TASK GOAL: A single number is the answer: how many lines of the data hold "Eden"?

....

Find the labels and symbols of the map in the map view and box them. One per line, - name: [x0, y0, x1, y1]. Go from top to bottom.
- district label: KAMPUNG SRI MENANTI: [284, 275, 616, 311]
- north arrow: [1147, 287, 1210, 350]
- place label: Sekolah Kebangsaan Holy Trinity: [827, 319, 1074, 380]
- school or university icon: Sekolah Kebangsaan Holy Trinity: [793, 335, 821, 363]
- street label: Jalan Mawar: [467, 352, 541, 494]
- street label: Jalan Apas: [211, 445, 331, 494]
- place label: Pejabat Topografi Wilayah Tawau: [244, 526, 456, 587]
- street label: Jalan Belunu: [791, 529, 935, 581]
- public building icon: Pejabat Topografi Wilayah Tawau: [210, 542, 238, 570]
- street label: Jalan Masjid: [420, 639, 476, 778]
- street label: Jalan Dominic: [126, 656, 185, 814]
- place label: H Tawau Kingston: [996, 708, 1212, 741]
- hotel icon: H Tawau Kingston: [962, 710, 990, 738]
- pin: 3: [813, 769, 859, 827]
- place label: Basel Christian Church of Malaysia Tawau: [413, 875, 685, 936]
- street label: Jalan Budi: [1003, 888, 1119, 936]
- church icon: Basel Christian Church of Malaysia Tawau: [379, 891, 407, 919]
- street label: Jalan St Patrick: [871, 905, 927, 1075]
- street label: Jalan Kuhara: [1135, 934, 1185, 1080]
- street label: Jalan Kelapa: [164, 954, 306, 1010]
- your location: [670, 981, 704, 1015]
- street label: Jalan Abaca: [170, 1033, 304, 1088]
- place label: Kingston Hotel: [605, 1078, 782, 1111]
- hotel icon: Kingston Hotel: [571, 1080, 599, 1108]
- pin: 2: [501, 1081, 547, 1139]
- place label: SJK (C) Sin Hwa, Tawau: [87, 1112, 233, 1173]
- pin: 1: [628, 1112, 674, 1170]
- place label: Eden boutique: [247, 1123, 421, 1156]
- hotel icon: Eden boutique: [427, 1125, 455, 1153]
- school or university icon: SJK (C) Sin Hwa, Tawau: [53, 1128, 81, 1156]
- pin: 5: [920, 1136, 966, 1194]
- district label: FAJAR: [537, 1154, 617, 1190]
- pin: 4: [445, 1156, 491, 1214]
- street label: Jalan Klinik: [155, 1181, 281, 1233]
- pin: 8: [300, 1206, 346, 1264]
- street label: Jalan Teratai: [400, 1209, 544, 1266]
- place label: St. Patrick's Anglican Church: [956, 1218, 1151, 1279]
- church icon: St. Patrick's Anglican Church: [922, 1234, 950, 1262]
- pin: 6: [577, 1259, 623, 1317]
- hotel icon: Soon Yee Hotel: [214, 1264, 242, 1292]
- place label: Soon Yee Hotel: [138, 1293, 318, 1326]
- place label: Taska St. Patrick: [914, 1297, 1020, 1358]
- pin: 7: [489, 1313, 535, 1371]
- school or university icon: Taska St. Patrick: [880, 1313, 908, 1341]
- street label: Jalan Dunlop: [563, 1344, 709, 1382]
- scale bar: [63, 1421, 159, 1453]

....

WRITTEN SOLUTION: 2